Y el momento honesto, porque aquí no vendemos humo: esta decisión es mitad matemática y mitad carácter, y la mitad de carácter no es la mitad tonta. Es la que determina si el plan sigue en pie dentro de diez años. Esto es divulgación y no asesoramiento: las cifras que importan son las tuyas, y las tienes en tu escritura y en tu cuenta.
La hoja de cálculo te dice cuál gana de media. Sostener la decisión quince años ya es cosa tuya, y eso no lo calcula nadie.
Preguntas frecuentes
¿Es mejor amortizar hipoteca o invertir?
Depende del tipo de tu hipoteca. Amortizar equivale a una rentabilidad segura y sin impuestos igual a ese tipo. Invertir puede rendir más, pero es incierto y tributa. Con hipotecas baratas la aritmética suele favorecer invertir; con hipotecas caras, amortizar. Antes de cualquiera de las dos, deuda cara fuera y fondo de emergencia completo.
¿Reducir cuota o reducir plazo al amortizar?
Reducir plazo ahorra bastante más intereses, porque los intereses se pagan por tiempo y estás quitando meses. Reducir cuota ahorra menos, pero te libera dinero todos los meses.
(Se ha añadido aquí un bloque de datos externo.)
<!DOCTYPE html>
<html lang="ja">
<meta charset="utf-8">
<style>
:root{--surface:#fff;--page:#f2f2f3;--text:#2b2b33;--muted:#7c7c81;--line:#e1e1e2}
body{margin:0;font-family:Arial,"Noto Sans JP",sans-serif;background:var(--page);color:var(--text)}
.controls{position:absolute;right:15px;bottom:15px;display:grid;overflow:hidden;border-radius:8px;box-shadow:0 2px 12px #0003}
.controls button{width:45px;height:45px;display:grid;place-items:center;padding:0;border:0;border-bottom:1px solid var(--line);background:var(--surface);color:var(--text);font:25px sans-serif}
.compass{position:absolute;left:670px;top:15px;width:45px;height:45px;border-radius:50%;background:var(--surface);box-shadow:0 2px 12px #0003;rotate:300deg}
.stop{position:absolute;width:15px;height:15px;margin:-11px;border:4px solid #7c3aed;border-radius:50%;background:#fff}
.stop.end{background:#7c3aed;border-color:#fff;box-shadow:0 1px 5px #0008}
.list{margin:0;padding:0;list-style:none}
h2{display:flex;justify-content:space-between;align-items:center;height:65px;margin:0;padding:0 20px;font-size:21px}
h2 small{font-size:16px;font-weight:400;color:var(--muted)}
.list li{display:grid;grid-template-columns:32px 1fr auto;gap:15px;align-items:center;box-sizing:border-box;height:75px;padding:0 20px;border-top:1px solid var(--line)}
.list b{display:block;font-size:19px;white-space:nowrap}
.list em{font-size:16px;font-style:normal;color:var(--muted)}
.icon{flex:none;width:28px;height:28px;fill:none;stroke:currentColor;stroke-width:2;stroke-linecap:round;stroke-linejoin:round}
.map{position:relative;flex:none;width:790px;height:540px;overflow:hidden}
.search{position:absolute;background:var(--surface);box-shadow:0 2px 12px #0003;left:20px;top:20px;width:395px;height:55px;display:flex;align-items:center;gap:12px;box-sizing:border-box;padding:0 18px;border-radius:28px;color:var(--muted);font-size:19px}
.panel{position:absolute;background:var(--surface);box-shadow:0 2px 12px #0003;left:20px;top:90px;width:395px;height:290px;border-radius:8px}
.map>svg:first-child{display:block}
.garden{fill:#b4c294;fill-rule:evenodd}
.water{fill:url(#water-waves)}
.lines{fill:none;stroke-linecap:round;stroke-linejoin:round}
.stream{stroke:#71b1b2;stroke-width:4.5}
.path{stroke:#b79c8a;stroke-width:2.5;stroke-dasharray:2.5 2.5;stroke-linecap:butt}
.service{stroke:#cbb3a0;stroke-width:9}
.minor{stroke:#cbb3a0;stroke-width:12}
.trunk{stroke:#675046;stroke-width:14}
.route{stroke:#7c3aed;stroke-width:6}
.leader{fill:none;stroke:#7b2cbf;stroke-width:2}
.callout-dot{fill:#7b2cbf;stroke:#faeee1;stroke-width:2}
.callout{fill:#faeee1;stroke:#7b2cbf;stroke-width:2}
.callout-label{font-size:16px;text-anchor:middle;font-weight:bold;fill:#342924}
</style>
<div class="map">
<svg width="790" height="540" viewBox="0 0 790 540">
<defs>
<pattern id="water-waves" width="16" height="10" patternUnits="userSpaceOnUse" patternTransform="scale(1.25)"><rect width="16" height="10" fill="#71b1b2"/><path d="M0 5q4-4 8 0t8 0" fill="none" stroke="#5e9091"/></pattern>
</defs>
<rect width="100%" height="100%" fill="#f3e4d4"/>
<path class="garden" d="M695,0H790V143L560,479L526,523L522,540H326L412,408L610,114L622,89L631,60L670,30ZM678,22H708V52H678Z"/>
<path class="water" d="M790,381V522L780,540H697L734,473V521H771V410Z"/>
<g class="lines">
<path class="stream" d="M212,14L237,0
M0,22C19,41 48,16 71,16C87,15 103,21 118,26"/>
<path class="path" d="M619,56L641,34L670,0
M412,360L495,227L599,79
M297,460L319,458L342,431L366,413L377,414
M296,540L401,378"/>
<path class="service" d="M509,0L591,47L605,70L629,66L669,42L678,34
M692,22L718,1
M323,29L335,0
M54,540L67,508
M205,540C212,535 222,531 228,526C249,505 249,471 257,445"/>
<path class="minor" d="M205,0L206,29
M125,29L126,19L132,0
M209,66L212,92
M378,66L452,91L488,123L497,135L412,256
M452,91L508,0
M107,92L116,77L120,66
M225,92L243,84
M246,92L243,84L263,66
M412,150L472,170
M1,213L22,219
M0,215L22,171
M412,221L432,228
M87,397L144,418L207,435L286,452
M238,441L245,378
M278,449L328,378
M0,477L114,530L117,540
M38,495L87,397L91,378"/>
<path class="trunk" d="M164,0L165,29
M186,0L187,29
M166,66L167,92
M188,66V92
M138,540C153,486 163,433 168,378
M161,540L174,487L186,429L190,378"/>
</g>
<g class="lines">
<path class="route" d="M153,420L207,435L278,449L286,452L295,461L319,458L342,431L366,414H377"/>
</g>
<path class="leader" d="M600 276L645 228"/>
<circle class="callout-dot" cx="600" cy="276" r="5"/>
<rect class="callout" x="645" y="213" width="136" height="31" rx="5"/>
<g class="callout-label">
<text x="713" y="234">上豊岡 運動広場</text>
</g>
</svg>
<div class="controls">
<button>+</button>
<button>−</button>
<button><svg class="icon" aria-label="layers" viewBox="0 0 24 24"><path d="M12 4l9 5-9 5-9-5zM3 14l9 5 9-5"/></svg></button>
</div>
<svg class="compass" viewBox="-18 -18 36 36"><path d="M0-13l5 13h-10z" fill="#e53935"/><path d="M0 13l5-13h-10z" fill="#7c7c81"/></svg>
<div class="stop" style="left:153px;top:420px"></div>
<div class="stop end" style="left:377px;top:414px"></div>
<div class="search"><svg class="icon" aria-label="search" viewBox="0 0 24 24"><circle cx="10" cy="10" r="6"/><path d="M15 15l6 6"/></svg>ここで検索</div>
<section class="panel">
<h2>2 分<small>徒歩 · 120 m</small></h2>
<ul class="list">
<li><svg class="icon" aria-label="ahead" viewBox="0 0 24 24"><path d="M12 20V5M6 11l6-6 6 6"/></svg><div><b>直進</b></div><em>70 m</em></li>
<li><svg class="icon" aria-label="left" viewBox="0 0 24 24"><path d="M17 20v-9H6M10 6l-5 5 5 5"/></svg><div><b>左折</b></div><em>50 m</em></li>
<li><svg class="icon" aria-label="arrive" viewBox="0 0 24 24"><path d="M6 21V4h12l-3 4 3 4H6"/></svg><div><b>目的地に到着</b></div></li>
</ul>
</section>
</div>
Si tu presupuesto va apretado, ese alivio mensual puede valer más que el ahorro teórico del final. Se puede alternar en amortizaciones distintas.
¿Amortizar la hipoteca desgrava en el IRPF?
Solo con el régimen transitorio: quien compró su vivienda habitual antes del 1 de enero de 2013 y ya aplicaba la deducción puede seguir deduciendo sobre una base máxima de 9.040 € al año. Para las viviendas adquiridas después de esa fecha no existe deducción estatal, aunque algunas comunidades mantienen ayudas propias muy concretas.